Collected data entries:

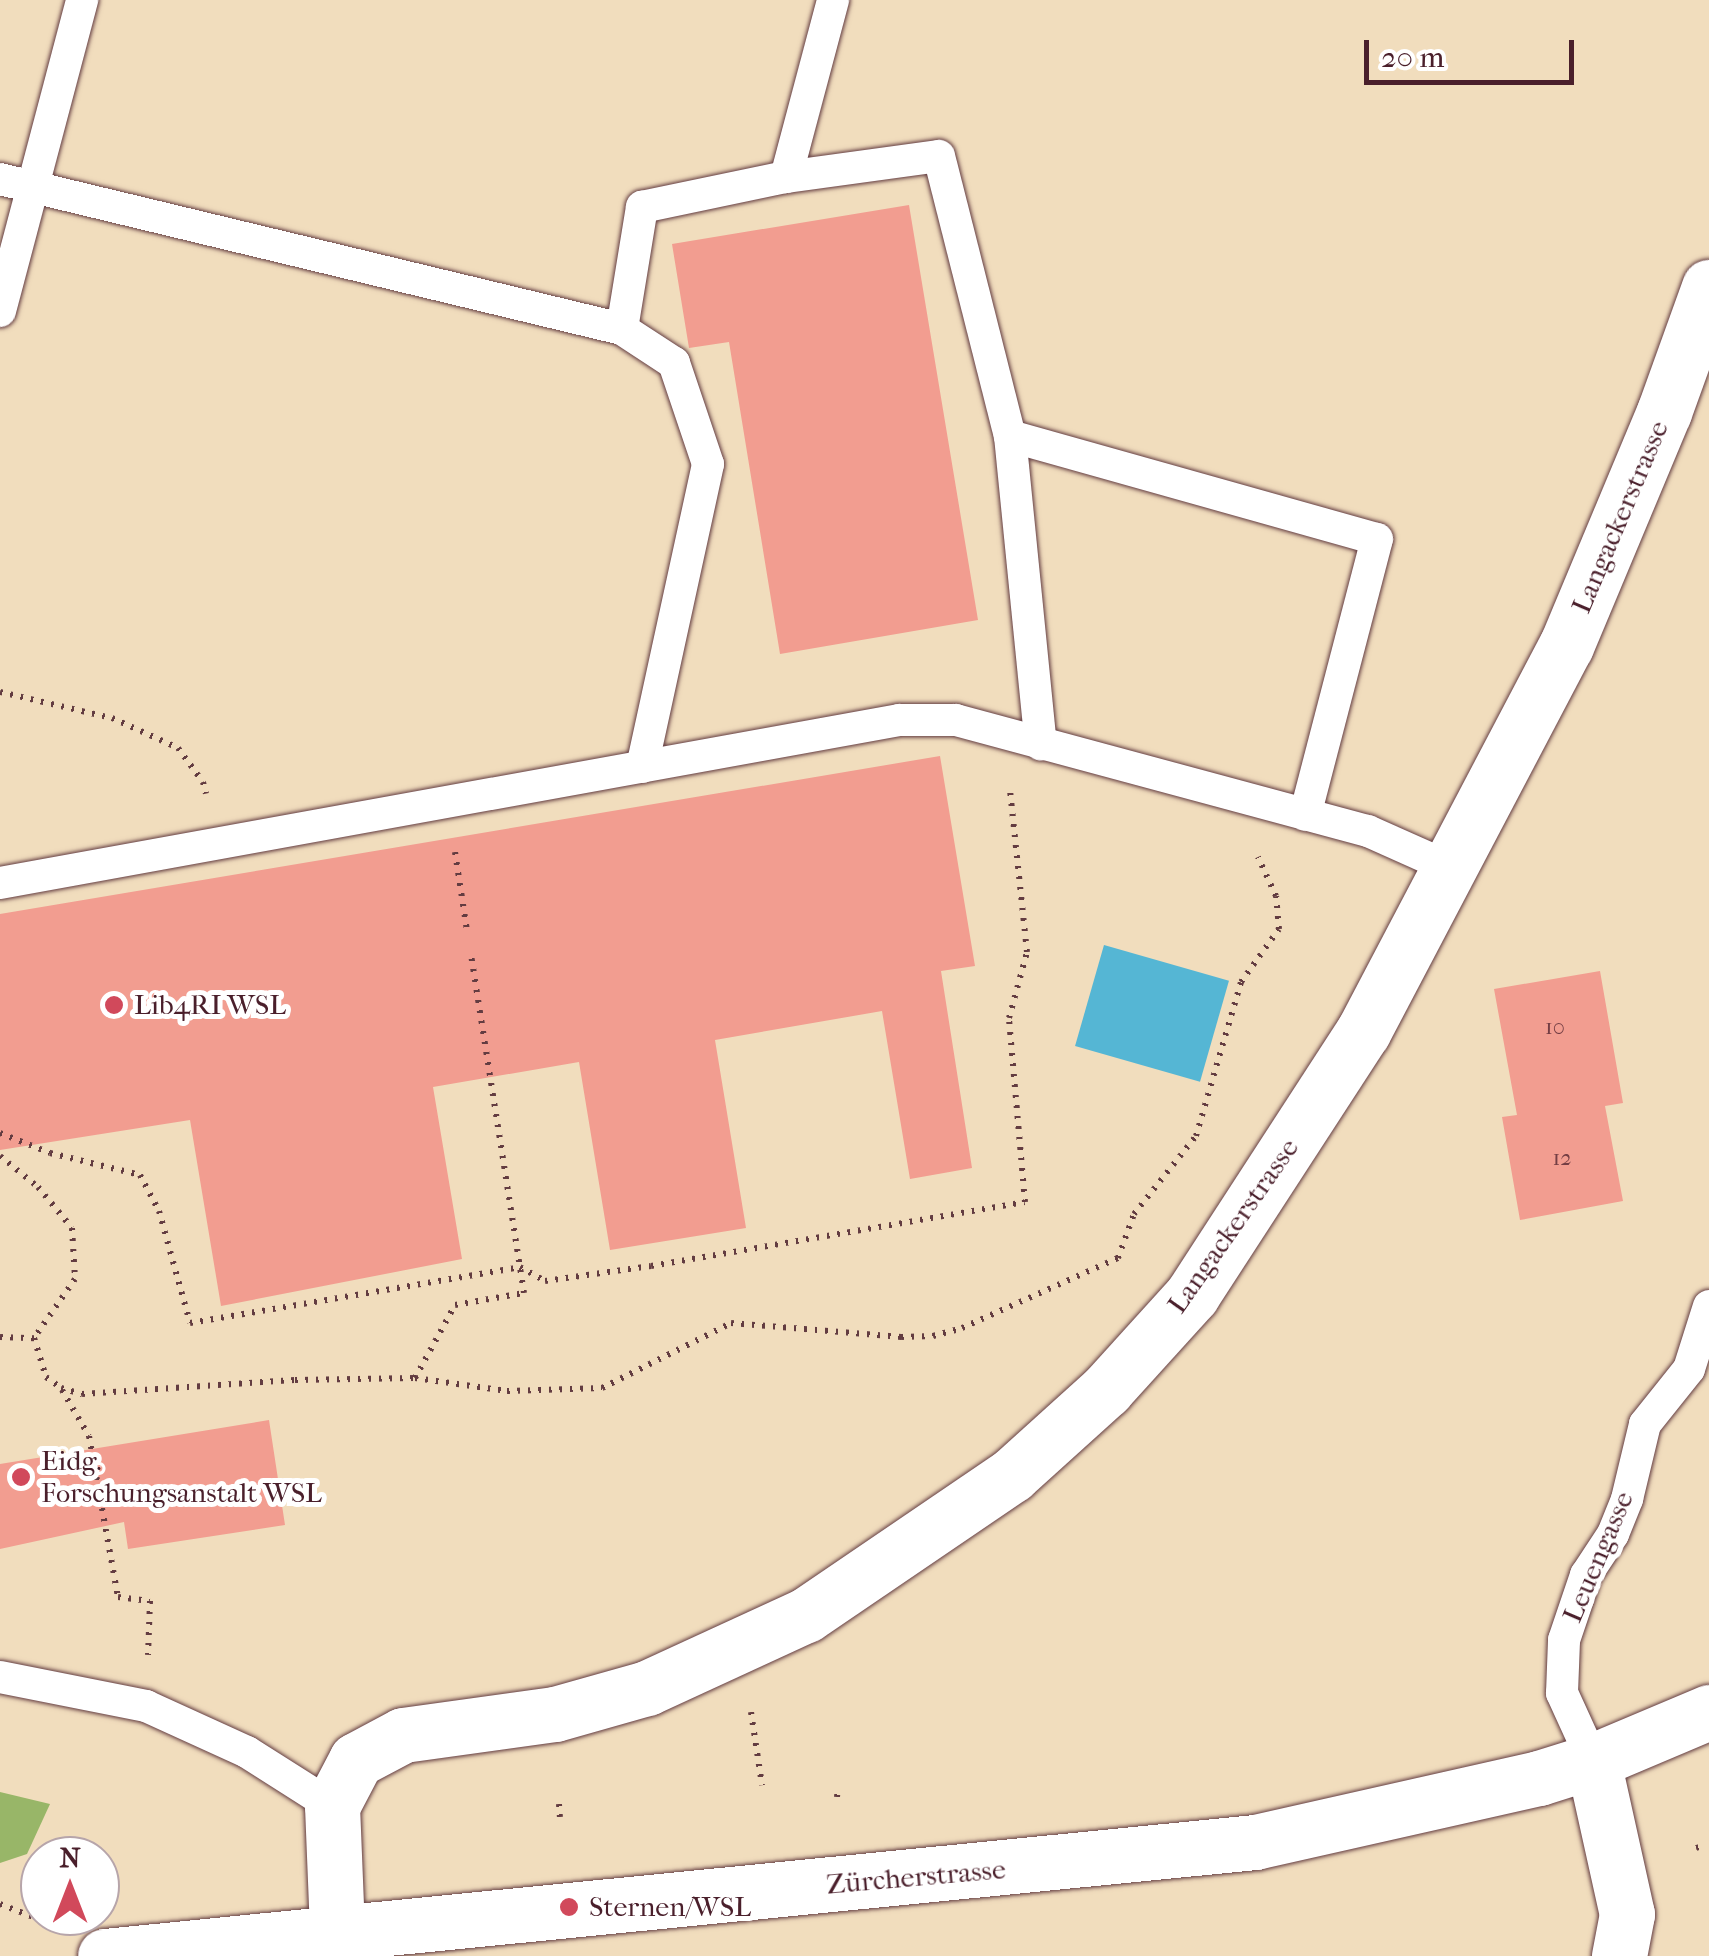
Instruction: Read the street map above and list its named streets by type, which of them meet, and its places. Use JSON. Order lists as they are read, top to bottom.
{
  "streets": {
    "street": ["Langackerstrasse", "Zürcherstrasse"],
    "lane": ["Leuengasse"]
  },
  "crossings": [
    ["Langackerstrasse", "Zürcherstrasse"],
    ["Leuengasse", "Zürcherstrasse"]
  ],
  "places": ["Lib4RI WSL", "Eidg. Forschungsanstalt WSL", "Sternen/WSL"],
  "house_numbers": ["10", "12"],
  "scale_bar": "20 m",
  "north": "top"
}
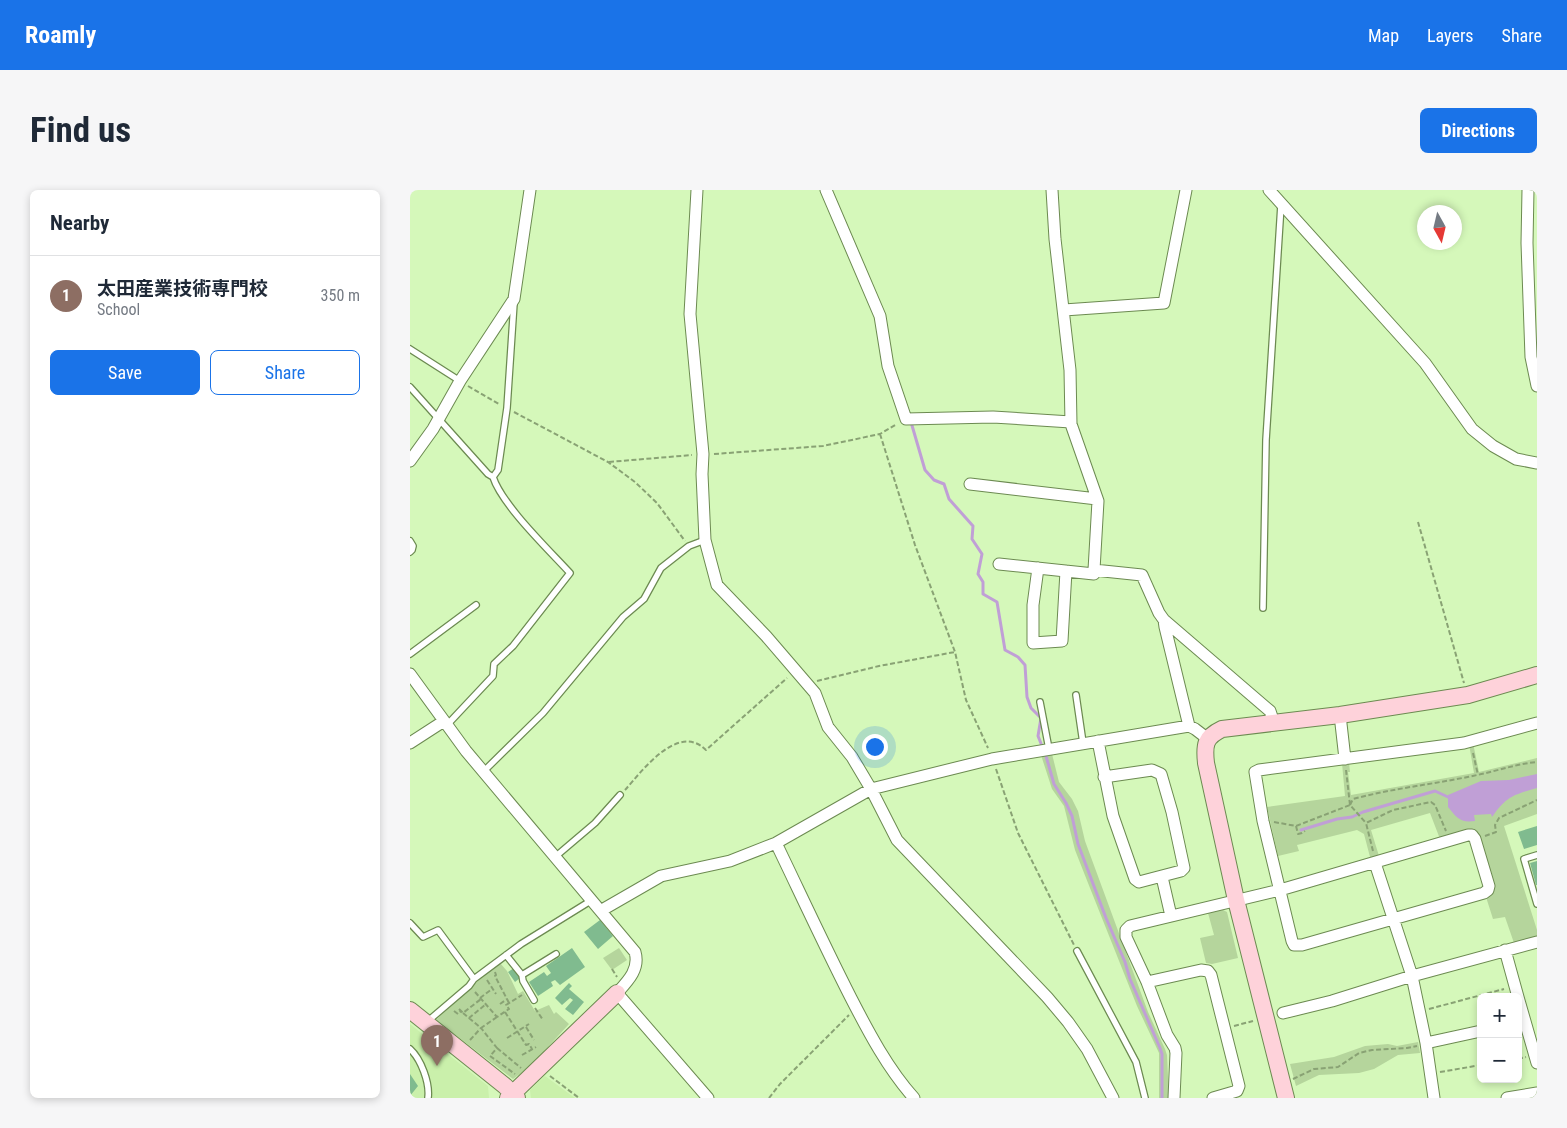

■ ASSIGNMENT ■
Your job is to repeat the data exactly, leaving each picture out.

■ TASK ANSWER ■
Instruction: Read the street map above and list its named streets by type, which of them meet, and its places. Use JSON. Order lists as they are read, top to bottom.
{
  "streets": {
    "street": ["Langackerstrasse", "Zürcherstrasse"],
    "lane": ["Leuengasse"]
  },
  "crossings": [
    ["Langackerstrasse", "Zürcherstrasse"],
    ["Leuengasse", "Zürcherstrasse"]
  ],
  "places": ["Lib4RI WSL", "Eidg. Forschungsanstalt WSL", "Sternen/WSL"],
  "house_numbers": ["10", "12"],
  "scale_bar": "20 m",
  "north": "top"
}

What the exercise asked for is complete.